> Work order
Reproduce nothing but the lines from the start of the material through the line that includes "2px #bec0c7) drop-shadow(0", both ends included, and omit every picture.

> Material supplied

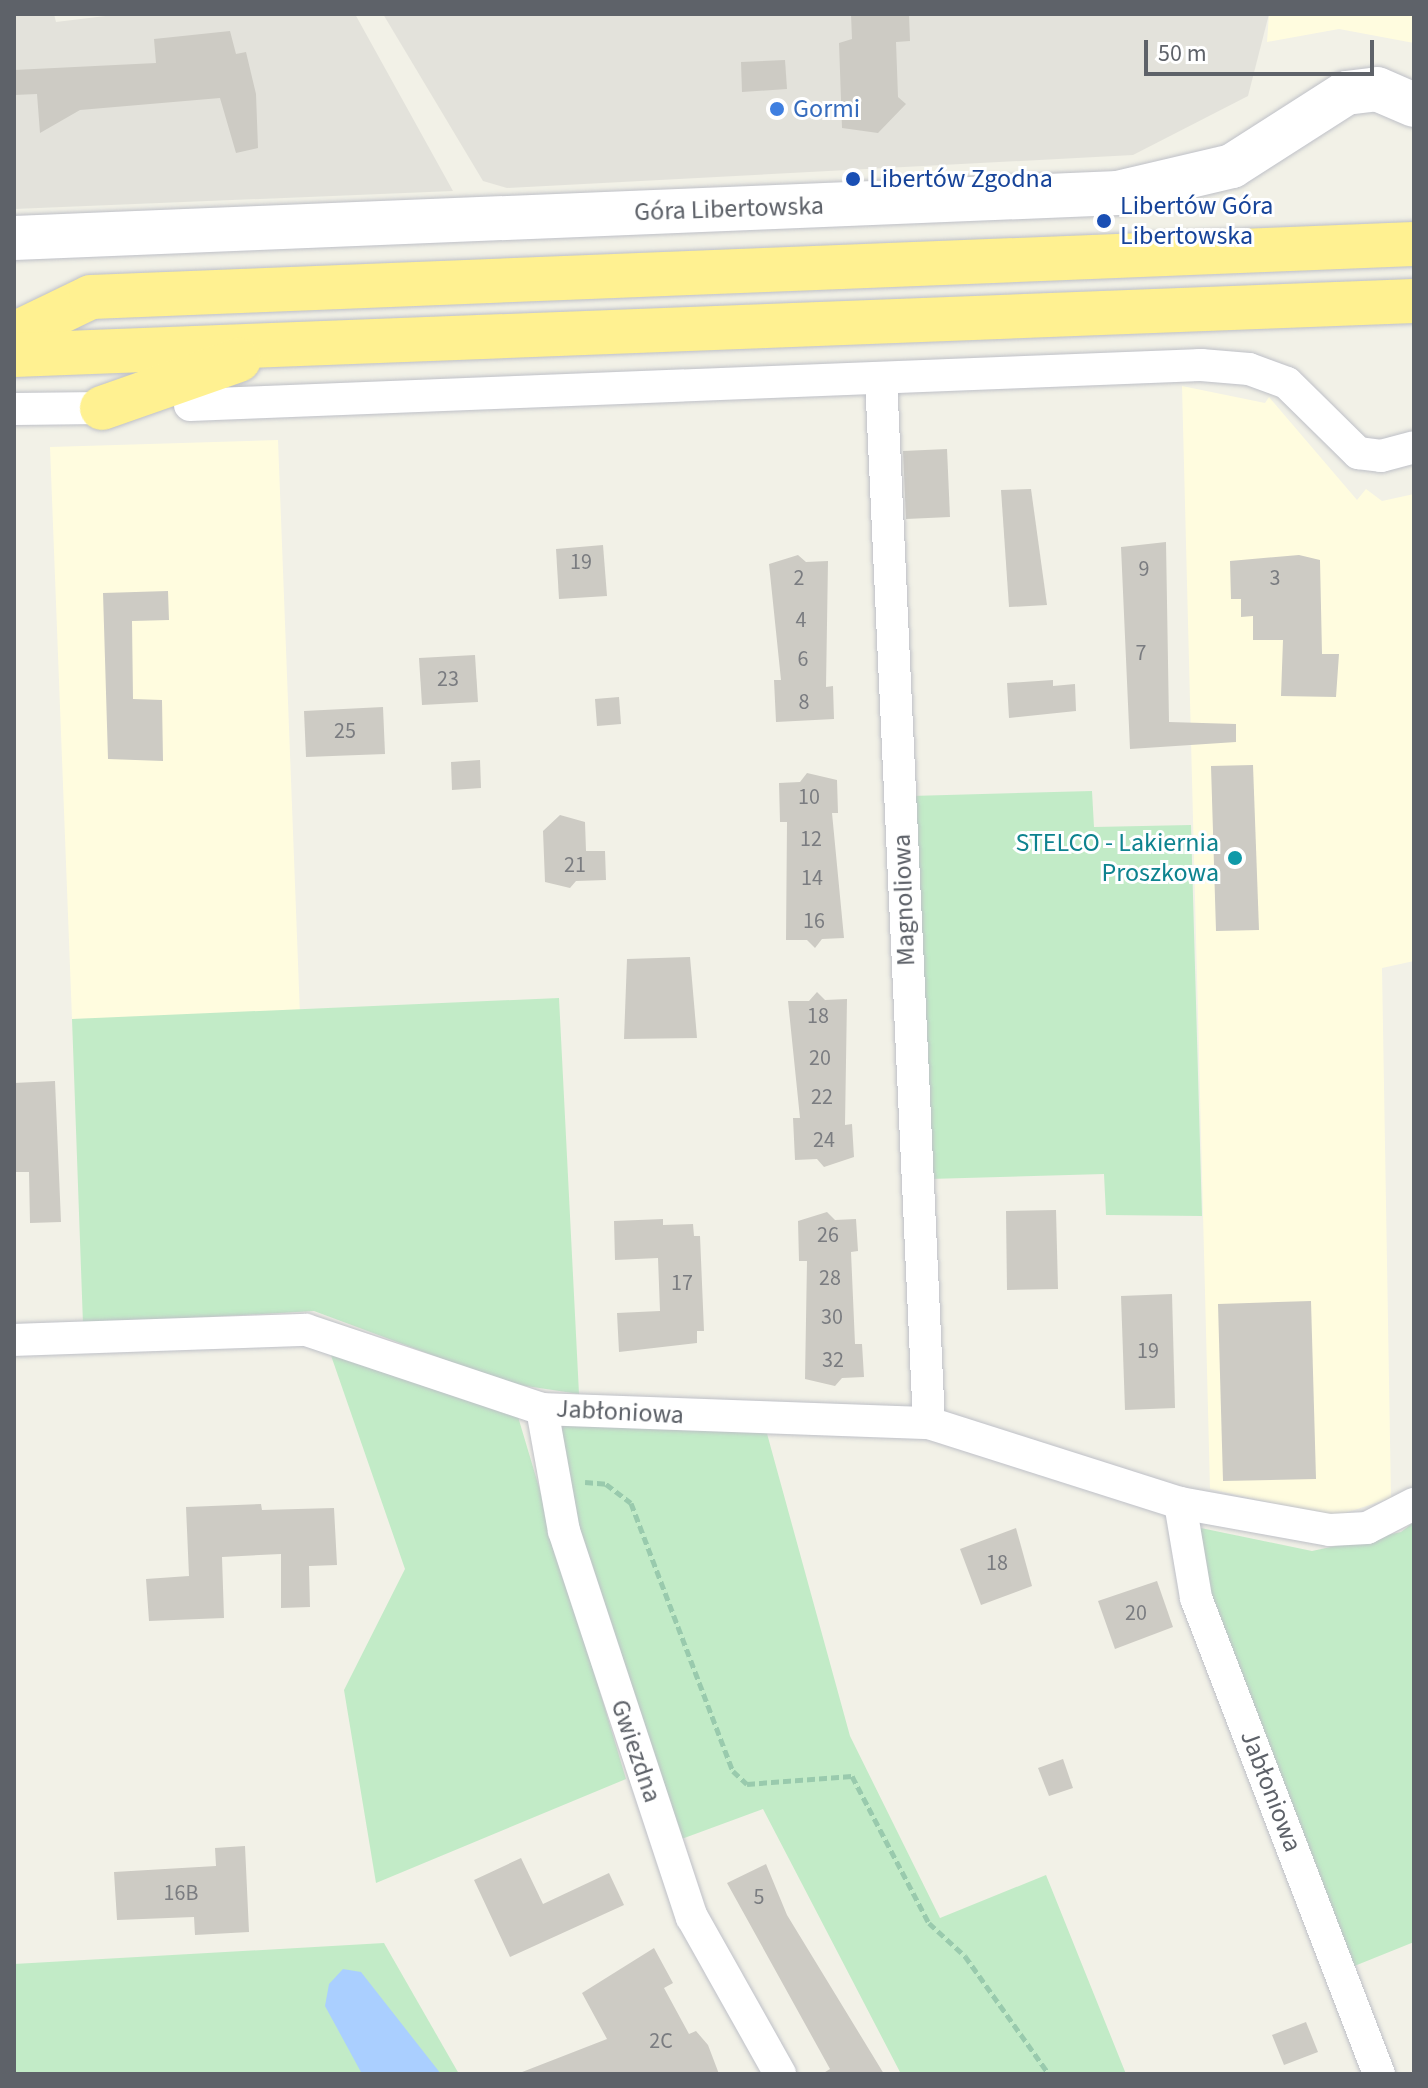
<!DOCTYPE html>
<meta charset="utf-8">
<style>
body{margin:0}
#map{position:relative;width:1428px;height:2088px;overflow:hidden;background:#f2f1e7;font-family:"Source Sans 3",sans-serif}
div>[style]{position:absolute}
.commercial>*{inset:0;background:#fffcdf}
.industrial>*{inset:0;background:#e3e2db}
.green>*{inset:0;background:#c2ebc7}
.water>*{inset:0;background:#aacfff}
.building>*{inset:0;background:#cdcbc4}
.path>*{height:5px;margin-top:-2.5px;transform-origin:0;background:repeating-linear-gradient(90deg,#99caad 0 8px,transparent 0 12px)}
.roads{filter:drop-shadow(0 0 2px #bec0c7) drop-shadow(0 0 2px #bec0c7)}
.street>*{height:32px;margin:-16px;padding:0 16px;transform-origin:16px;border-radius:16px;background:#fff}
.secondary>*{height:44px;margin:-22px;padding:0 22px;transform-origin:22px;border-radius:22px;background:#fff}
.highway>*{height:44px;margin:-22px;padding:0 22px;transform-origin:22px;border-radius:22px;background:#fff191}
.dots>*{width:22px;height:22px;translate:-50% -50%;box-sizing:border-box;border:4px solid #fff;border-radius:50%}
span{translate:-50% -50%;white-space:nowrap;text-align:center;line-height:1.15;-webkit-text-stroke:6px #fff;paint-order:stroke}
.number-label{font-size:22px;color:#7a7c80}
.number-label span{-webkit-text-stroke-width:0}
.shop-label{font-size:26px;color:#366cbe}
.left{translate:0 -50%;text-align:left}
.transit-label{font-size:26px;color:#164399}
.street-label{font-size:26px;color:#5e6269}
.culture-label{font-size:26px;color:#0d838f}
.right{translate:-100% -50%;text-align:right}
.frame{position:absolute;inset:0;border:16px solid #5e6269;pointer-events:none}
.scale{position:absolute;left:1144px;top:40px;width:230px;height:36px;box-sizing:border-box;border:4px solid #5e6269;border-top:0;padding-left:10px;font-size:24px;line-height:28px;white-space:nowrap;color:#5e6269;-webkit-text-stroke:6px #fff;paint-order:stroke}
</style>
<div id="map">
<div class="commercial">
<div style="clip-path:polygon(1269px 14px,1414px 14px,1414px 43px,1339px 29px,1267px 42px)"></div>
<div style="clip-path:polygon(1182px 386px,1265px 403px,1269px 397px,1357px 500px,1366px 489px,1382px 501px,1414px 494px,1414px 961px,1382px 968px,1391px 1498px,1333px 1517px,1210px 1489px)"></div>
<div style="clip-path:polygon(278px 440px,300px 1015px,72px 1019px,50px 447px)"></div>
</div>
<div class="industrial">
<div style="clip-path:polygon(14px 14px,54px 14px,56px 22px,122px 14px,355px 14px,453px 191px,14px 209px)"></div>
<div style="clip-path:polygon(383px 14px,1269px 14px,1248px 96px,1133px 155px,507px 188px,483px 181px)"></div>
</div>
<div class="green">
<div style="clip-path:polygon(1092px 791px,1094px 827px,1191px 825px,1202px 1216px,1106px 1215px,1104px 1174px,929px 1179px,911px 796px)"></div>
<div style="clip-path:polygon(559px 998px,579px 1394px,507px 1383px,314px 1311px,83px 1324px,72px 1019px)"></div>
<div style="clip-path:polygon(326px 1341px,516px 1410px,626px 1779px,376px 1883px,344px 1690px,405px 1569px)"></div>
<div style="clip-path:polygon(542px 1409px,763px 1419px,850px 1736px,940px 1918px,1046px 1875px,1126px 2074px,901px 2074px,763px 1809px,668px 1844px)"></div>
<div style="clip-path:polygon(1414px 1522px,1414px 1942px,1347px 1969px,1211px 1609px,1196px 1527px,1312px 1551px,1401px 1532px)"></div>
<div style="clip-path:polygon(384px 1943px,459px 2074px,14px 2074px,14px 1964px)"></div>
</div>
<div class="water">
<div style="clip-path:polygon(343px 1969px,361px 1972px,441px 2074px,362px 2074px,325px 2006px,329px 1984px)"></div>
</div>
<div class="building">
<div style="clip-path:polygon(851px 14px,909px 14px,910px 41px,896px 42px,898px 97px,906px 104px,878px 133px,842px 128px,839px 43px,852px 39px)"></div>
<div style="clip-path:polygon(230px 31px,236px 54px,246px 52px,256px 94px,258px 148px,236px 153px,220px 98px,80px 110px,40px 133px,37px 94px,14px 95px,14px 70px,156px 63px,154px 39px)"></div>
<div style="clip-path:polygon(785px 60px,787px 89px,742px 92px,741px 62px)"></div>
<div style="clip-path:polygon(947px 449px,950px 517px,906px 519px,903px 451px)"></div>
<div style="clip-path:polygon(1031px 489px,1047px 605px,1009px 607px,1001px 490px)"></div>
<div style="clip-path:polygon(1166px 542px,1169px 722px,1236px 724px,1236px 742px,1130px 749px,1121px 547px)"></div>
<div style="clip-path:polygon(603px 545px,607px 596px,559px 599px,556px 549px)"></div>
<div style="clip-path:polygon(798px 555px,806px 562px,828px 561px,826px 687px,833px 686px,834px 719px,776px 722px,774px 680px,781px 680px,769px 564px)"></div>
<div style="clip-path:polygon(1299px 555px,1320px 560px,1322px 654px,1339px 654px,1336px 697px,1281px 696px,1283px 640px,1253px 640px,1253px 616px,1241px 617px,1241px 599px,1231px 599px,1230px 561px)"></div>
<div style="clip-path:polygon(168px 591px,169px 620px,132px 621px,133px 699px,162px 700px,163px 761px,108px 759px,103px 593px)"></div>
<div style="clip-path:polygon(475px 655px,478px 702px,422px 705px,419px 658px)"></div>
<div style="clip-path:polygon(1053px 680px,1053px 686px,1075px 684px,1076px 711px,1009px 718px,1007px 683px)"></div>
<div style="clip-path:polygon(619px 697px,621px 724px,597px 726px,595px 699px)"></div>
<div style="clip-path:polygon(383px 707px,385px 754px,306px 757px,304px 711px)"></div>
<div style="clip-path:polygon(480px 760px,481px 788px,452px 790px,451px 762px)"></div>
<div style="clip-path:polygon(1253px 765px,1259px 930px,1216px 931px,1211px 766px)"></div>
<div style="clip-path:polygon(807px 773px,837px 780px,838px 813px,832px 813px,844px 938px,822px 939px,815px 948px,807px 940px,786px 940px,787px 822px,780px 822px,779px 783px,800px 782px)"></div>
<div style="clip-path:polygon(560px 815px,585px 822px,586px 851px,605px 851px,606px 880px,576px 881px,570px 888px,545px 882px,543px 831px)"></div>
<div style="clip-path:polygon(690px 957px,697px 1038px,624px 1039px,627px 959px)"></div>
<div style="clip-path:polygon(817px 992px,825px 1000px,847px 999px,845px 1125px,852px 1124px,854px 1157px,824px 1167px,817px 1159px,795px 1160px,793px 1118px,800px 1118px,788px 1001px,809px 1001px)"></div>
<div style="clip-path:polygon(55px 1081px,61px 1222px,30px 1223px,29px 1172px,15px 1172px,14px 1083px)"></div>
<div style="clip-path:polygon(1056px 1210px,1058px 1289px,1007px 1290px,1006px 1211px)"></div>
<div style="clip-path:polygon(827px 1212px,835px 1220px,856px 1219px,858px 1251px,851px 1252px,855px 1344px,862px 1344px,864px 1377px,842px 1378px,835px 1386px,805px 1379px,807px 1261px,799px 1261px,798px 1221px)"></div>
<div style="clip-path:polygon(663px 1219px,663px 1225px,693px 1224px,694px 1236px,700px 1236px,704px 1331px,697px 1331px,697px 1343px,619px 1352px,617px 1313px,660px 1311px,658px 1258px,615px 1260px,614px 1221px)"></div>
<div style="clip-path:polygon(1172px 1294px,1175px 1408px,1125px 1410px,1121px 1296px)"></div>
<div style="clip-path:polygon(1311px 1301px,1316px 1479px,1223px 1481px,1218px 1304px)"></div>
<div style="clip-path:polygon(261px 1504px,262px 1510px,334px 1508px,337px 1565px,309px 1566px,310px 1607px,281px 1608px,281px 1554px,222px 1557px,224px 1618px,149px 1621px,146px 1579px,189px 1576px,186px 1507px)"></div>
<div style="clip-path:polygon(1016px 1528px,1032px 1586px,981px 1605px,960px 1549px)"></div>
<div style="clip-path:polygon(1157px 1581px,1173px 1627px,1115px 1649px,1098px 1601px)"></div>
<div style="clip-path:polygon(1063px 1759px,1073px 1788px,1049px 1796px,1038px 1768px)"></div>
<div style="clip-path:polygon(245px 1846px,249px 1932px,195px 1935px,194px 1917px,117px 1920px,114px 1872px,216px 1866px,215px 1848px)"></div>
<div style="clip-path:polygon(521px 1858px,543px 1904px,609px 1873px,624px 1905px,510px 1957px,474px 1880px)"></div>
<div style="clip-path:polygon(766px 1864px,787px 1915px,884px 2074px,822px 2074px,830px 2069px,727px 1883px)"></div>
<div style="clip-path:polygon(654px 1948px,673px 1983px,664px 1988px,689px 2034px,696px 2031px,708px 2045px,719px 2074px,517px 2074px,607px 2039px,582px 1993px)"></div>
<div style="clip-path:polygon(1306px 2022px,1318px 2052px,1284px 2065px,1272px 2035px)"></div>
</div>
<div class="path">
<div style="left:585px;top:1482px;width:21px;rotate:5deg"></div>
<div style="left:606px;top:1484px;width:31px;rotate:37deg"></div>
<div style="left:631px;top:1503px;width:287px;rotate:69.2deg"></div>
<div style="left:733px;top:1771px;width:19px;rotate:43deg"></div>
<div style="left:747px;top:1784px;width:105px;rotate:-4.4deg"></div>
<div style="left:852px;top:1776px;width:166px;rotate:62.4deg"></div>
<div style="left:929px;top:1923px;width:49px;rotate:42.5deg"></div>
<div style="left:965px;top:1956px;width:145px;rotate:54.6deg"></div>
</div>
<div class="roads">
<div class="street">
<div style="left:881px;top:378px;width:1046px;rotate:87.37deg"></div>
<div style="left:190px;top:405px;width:1012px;rotate:-2.27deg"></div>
<div style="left:1201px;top:365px;width:48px;rotate:4.8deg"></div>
<div style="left:1249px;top:369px;width:40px;rotate:20.2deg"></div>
<div style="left:1287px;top:383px;width:100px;rotate:44.6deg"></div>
<div style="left:1358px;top:453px;width:23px;rotate:7deg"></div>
<div style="left:1381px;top:456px;width:34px;rotate:-15deg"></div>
<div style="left:14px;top:409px;width:88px;rotate:-0.7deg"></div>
<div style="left:14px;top:1340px;width:292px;rotate:-2deg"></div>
<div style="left:306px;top:1330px;width:249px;rotate:18.5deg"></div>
<div style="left:542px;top:1409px;width:387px;rotate:2.1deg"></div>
<div style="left:929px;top:1423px;width:263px;rotate:17.7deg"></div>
<div style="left:1180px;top:1503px;width:152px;rotate:10.2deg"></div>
<div style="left:1330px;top:1530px;width:37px;rotate:-3deg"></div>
<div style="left:1367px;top:1528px;width:53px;rotate:-27.1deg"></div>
<div style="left:542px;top:1409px;width:124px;rotate:79.8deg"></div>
<div style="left:564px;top:1531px;width:407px;rotate:71.7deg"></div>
<div style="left:692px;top:1917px;width:180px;rotate:60.7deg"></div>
<div style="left:1180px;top:1503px;width:96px;rotate:80.4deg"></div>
<div style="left:1196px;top:1598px;width:510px;rotate:68.97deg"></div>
</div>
<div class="secondary">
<div style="left:14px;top:238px;width:1105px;rotate:-2.33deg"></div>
<div style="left:1118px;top:193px;width:117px;rotate:-13.3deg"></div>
<div style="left:1232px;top:166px;width:135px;rotate:-32.6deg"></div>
<div style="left:1346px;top:93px;width:31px;rotate:-7deg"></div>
<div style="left:1377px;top:89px;width:40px;rotate:23.4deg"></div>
</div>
<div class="highway">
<div style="left:14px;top:334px;width:85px;rotate:-25.7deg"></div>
<div style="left:91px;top:297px;width:1324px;rotate:-2.29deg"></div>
<div style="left:14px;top:355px;width:1401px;rotate:-2.21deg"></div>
<div style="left:102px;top:408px;width:145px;rotate:-19.3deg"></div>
</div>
</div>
<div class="dots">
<div style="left:777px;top:109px;background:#3f7fe0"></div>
<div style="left:853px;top:179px;background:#1a4fb4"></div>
<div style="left:1104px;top:221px;background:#1a4fb4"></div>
<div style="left:1235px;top:858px;background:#0f9aa8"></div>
</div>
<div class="number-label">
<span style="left:581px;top:563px">19</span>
<span style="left:1144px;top:570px">9</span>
<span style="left:799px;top:579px">2</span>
<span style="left:1275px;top:579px">3</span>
<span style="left:801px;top:621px">4</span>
<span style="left:1141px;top:654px">7</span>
<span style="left:803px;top:660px">6</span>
<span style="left:448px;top:680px">23</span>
<span style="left:804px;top:703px">8</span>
<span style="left:345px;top:732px">25</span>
<span style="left:809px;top:798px">10</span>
<span style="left:811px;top:840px">12</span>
<span style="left:575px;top:866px">21</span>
<span style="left:812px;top:879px">14</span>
<span style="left:814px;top:922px">16</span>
<span style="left:818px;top:1017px">18</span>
<span style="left:820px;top:1059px">20</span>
<span style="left:822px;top:1098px">22</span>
<span style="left:824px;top:1141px">24</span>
<span style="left:828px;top:1236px">26</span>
<span style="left:830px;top:1279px">28</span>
<span style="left:682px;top:1284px">17</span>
<span style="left:832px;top:1318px">30</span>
<span style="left:1148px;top:1352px">19</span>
<span style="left:833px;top:1361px">32</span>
<span style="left:997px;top:1564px">18</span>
<span style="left:1136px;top:1614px">20</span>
<span style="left:181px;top:1894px">16B</span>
<span style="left:759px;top:1898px">5</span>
<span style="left:661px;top:2042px">2C</span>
</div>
<div class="shop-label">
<span class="left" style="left:793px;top:109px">Gormi</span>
</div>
<div class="transit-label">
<span class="left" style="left:869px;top:179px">Libertów Zgodna</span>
<span class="left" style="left:1120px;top:221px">Libertów Góra<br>Libertowska</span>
</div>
<div class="street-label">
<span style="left:729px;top:209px;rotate:-2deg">Góra Libertowska</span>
<span style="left:904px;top:900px;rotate:-92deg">Magnoliowa</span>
<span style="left:620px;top:1412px;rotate:3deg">Jabłoniowa</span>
<span style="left:636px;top:1751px;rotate:71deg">Gwiezdna</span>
<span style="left:1271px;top:1791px;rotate:69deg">Jabłoniowa</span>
</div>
<div class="culture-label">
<span class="right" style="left:1219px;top:858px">STELCO - Lakiernia<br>Proszkowa</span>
</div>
<div class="frame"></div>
<div class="scale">50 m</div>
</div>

> Output below
<!DOCTYPE html>
<meta charset="utf-8">
<style>
body{margin:0}
#map{position:relative;width:1428px;height:2088px;overflow:hidden;background:#f2f1e7;font-family:"Source Sans 3",sans-serif}
div>[style]{position:absolute}
.commercial>*{inset:0;background:#fffcdf}
.industrial>*{inset:0;background:#e3e2db}
.green>*{inset:0;background:#c2ebc7}
.water>*{inset:0;background:#aacfff}
.building>*{inset:0;background:#cdcbc4}
.path>*{height:5px;margin-top:-2.5px;transform-origin:0;background:repeating-linear-gradient(90deg,#99caad 0 8px,transparent 0 12px)}
.roads{filter:drop-shadow(0 0 2px #bec0c7) drop-shadow(0 0 2px #bec0c7)}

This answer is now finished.